+++ Record extracts

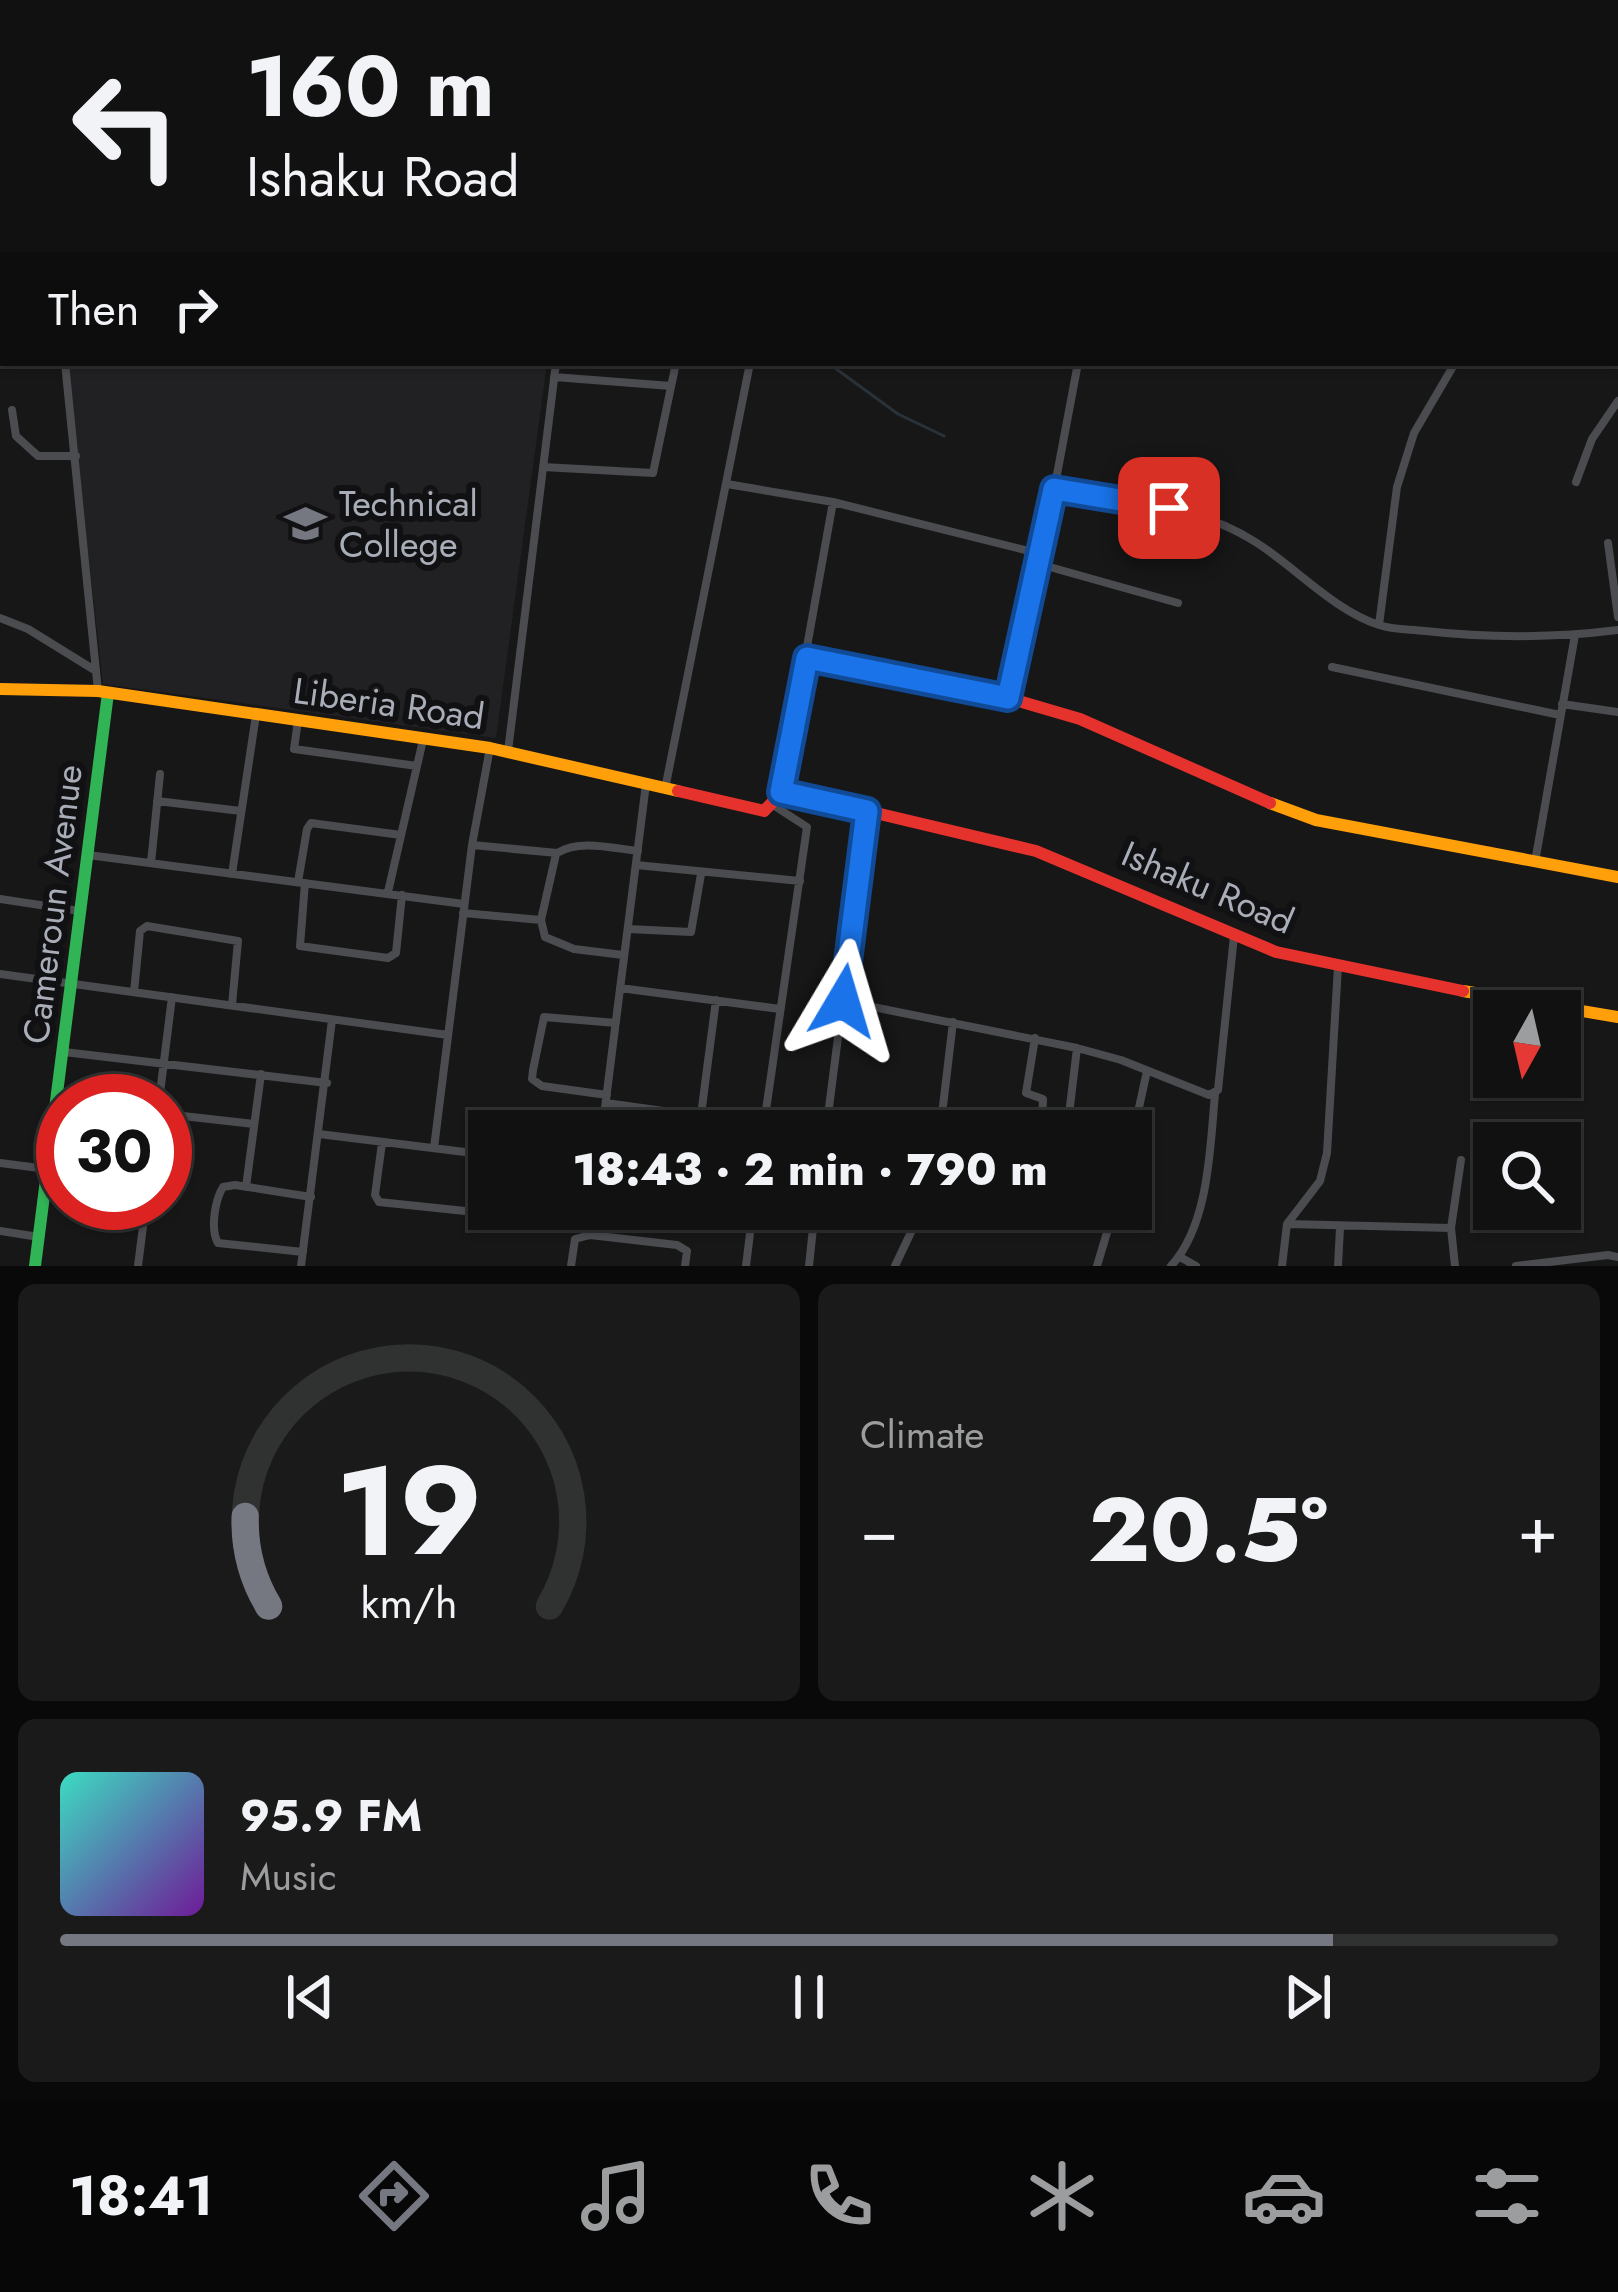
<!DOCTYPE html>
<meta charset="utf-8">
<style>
:root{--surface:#111;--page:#1a1a1a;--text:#f1f3f6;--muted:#9c9d9f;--line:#303131;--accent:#757880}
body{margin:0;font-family:Jost,sans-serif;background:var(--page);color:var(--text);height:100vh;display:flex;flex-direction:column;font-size:45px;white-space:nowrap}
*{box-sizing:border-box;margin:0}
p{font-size:39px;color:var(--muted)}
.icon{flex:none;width:66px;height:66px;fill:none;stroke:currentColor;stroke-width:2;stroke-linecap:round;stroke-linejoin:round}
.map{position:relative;height:1266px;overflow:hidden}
.sheet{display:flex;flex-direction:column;gap:18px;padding:18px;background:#090909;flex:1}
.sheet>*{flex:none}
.hud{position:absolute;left:0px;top:0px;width:1620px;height:366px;box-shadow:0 3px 9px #0004,0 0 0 3px var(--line);background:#111;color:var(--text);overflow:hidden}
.needle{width:78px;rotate:188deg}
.controls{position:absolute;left:1473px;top:990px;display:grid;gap:24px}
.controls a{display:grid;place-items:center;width:108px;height:108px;border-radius:0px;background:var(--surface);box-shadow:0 3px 9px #0004,0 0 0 3px var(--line);font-size:60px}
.speed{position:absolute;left:36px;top:1074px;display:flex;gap:24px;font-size:60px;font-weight:700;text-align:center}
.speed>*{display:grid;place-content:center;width:156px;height:156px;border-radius:50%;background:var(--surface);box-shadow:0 3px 9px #0004,0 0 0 3px var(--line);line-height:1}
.speed .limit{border:18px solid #d22;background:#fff;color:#111}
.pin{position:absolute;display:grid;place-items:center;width:102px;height:102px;color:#fff;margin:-51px;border-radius:24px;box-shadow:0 6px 18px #0006}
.me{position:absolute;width:132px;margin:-66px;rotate:7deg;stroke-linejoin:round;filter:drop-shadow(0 0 9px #0008)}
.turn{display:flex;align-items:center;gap:42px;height:252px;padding:0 48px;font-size:54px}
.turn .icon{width:156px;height:156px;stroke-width:2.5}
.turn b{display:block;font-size:84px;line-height:102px}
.then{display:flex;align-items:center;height:114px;padding:0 48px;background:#0003;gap:24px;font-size:45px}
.big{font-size:90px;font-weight:800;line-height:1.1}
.sheet .card{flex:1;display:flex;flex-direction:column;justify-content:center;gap:18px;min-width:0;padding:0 42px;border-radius:18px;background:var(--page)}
.sheet .dial{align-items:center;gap:0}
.dial svg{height:312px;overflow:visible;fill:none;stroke:var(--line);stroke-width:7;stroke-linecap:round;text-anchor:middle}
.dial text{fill:var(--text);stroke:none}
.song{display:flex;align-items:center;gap:36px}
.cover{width:144px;height:144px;border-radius:18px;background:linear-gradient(135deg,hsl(170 70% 55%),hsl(280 70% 35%))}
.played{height:12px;border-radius:6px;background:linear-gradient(90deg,var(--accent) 85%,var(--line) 85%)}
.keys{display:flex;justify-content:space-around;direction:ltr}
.heat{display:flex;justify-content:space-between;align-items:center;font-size:66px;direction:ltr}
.sheet .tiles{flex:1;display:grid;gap:18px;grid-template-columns:1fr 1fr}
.card:last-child{grid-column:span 2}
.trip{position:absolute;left:468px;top:1110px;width:684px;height:120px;border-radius:0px;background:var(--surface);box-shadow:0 3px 9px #0004,0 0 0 3px var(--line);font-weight:800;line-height:120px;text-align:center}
.dock{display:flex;height:192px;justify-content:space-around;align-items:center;background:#070707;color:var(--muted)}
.dock .icon{width:84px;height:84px}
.dock .on{color:var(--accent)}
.dock b{font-size:54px;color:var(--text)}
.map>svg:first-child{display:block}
</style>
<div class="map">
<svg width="1618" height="1266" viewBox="0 0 1618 1266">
<rect width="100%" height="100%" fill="#171717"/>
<!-- built -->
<path fill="#212123" d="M67 363H547L496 738 103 684Z"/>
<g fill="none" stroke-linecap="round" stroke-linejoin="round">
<!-- stream -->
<path stroke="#2a3239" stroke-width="3" d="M270 0 272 3
M828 363 898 414 944 436"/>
<!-- street -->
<path stroke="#4b4c50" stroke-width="8" d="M321 0V3
M1152 3 1153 0
M1617 93 1618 91
M0 328 3 327
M65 363 98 691
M554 377 671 386
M12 410 16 436 38 456H76
M543 467 653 473 676 363
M1576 482 1592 439 1618 401
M727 484 833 502 1041 554
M1054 489C1123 499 1197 504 1257 543 1296 568 1335 611 1379 625 1393 630 1411 629 1425 631 1489 638 1554 638 1618 630
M1608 543 1618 617
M1039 564 1178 603
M0 618 28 629 96 671
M1379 625 1397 487 1414 433 1455 363
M1332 667 1560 715
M1008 698 1042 554 1078 363
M1562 704 1618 712
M298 720 294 749 417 766
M508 751 556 363
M665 789 750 363
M781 791 833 502
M157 801 241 811
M472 845 557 853C579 839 612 848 638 851
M88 855 464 904
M1535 862 1575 635
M151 863 160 774
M636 865 800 881
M232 874 256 715
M298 882 307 829 311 823 401 835
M305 883 300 946 388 958 396 953 402 895
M388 892 423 740
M0 899 80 911
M463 913 541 920 556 854
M541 920 545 937 574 949 623 955
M628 929 691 932 701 874
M0 974 448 1035
M620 988 780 1009
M134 992 140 931 147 926 238 941 232 1005
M843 1001 1077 1048 1121 1060 1209 1095 1218 1090 1234 936
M1035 1038 1026 1093 1043 1099 1042 1123
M64 1052 327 1083
M607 1095 542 1086 532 1079 533 1070 544 1017 616 1023
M159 1101 172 997
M606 1103 764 1125
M165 1114 254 1124
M701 1115 716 1000
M602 1131 646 784
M763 1131 807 827 773 805
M826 1131 867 811
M940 1131 953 1022
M1067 1131 1077 1048
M319 1134 489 1155
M382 1143 375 1195 379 1202 494 1214 500 1209
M1131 1144 1147 1071
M434 1148 472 845 490 748
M0 1163 47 1169
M246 1187 261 1074
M1288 1224 1451 1228
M1002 1226 1057 1219 1064 1209
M0 1231 39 1237
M303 1252 218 1243C210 1229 215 1200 223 1187L235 1185 311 1197
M1180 1257 1196 1266
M138 1266 146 1203
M301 1266 332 1020
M571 1266 575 1239 590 1235 677 1245 687 1251 685 1266
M746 1266 753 1209
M809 1266 815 1209
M895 1266 922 1209
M1097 1266 1114 1209
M1171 1266C1209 1225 1210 1148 1215 1094
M1282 1266 1287 1224 1320 1181 1327 1153 1338 966
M1338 1266 1340 1228
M1455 1266 1451 1228 1461 1160
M1516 1266 1608 1255 1618 1257"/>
<!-- fast -->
<path stroke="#30b455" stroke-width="12" d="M1581 0 1587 3
M391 3 401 0
M429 3 437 0
M1617 18H1618
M0 101 3 100
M35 1266 108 693"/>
<!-- slow -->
<path stroke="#ff9f0a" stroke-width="12" d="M1609 0 1615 3
M0 92 3 91
M0 689 98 691 490 748 678 791
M1270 803 1316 820 1618 877
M1463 991 1618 1017"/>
<!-- jam -->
<path stroke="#e5322d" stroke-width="12" d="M807 658 1008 698 1080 719 1270 803
M678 791 764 811 783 791 1036 851 1276 952 1463 991"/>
</g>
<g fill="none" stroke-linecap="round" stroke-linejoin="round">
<defs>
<path id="route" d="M843 1001 867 811 781 792 807 658 1008 698 1054 489 1169 508"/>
</defs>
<!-- route casing -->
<use href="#route" stroke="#114b97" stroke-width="30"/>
<!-- route -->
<use href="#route" stroke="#1a73e8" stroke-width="21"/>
</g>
<!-- icons -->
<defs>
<symbol id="university-bare" viewBox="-9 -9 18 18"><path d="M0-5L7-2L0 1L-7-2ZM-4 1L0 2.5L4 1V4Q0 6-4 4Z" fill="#757880" stroke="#111113" stroke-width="2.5" paint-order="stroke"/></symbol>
</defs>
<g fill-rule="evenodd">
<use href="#university-bare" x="276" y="494" width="59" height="59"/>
</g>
<g text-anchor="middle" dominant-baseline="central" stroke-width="12" stroke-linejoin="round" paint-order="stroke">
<!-- poi labels -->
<g font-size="36" fill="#a8adb8" stroke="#111113" text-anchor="start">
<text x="339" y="503">Technical<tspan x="339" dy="41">College</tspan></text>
</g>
<!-- street labels -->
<g font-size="36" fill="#a8adb8" stroke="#111113">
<text transform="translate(389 703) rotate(8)">Liberia Road</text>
<text transform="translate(1208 887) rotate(23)">Ishaku Road</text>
<text transform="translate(52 904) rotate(-83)">Cameroun Avenue</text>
</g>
</g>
</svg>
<div class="controls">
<a><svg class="needle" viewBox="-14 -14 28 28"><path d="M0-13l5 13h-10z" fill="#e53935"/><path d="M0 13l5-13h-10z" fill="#9c9d9f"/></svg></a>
<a><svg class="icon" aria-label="search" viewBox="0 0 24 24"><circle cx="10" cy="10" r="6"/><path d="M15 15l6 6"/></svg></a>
</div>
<div class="speed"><div class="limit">30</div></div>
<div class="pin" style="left:1169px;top:508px;background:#d93025"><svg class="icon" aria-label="arrive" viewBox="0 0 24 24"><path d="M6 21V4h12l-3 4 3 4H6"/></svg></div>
<svg class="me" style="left:843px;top:1001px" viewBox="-20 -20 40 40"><path d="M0-17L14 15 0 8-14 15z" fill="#1a73e8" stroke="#fff" stroke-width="4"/></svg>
<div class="trip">18:43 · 2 min · 790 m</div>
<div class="hud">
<div class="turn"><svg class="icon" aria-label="left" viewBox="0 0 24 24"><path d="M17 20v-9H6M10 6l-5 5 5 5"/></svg><div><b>160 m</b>Ishaku Road</div></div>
<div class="then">Then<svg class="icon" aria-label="right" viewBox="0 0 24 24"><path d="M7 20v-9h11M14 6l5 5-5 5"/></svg></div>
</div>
</div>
<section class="sheet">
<div class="tiles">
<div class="card dial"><svg viewBox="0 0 100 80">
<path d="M14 69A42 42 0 1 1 86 69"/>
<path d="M14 69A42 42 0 0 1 8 46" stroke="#757880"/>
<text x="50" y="56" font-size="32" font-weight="700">19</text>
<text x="50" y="72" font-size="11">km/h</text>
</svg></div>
<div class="card"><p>Climate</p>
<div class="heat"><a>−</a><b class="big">20.5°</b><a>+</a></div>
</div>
<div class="card">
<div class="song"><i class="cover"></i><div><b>95.9 FM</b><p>Music</p></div></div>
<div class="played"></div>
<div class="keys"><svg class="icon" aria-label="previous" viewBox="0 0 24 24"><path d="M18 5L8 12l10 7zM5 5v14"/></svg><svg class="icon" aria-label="pause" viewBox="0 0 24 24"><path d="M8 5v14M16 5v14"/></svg><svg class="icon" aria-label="next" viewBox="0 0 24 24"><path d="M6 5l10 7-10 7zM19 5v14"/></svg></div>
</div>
</div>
</section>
<nav class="dock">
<b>18:41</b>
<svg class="icon on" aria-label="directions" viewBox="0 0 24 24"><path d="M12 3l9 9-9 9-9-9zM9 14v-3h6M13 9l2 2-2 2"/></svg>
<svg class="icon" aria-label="music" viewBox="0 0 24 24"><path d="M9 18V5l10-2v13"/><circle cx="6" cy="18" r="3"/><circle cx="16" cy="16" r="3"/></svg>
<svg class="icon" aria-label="phone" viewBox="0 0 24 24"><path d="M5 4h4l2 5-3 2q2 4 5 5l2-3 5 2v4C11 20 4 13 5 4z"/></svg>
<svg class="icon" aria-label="climate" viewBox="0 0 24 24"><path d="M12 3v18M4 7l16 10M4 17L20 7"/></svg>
<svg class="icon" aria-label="car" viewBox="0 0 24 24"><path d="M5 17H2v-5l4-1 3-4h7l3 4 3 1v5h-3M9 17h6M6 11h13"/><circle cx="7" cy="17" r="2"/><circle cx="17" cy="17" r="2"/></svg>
<svg class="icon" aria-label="filters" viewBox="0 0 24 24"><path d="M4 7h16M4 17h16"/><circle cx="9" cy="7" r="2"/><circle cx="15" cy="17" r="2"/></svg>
</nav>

++++++

Work to be completed. In the entries above, some lines hold the string "margin". Copy each of them.

Answer to the problem.
body{margin:0;font-family:Jost,sans-serif;background:var(--page);color:var(--text);height:100vh;display:flex;flex-direction:column;font-size:45px;white-space:nowrap}
*{box-sizing:border-box;margin:0}
.pin{position:absolute;display:grid;place-items:center;width:102px;height:102px;color:#fff;margin:-51px;border-radius:24px;box-shadow:0 6px 18px #0006}
.me{position:absolute;width:132px;margin:-66px;rotate:7deg;stroke-linejoin:round;filter:drop-shadow(0 0 9px #0008)}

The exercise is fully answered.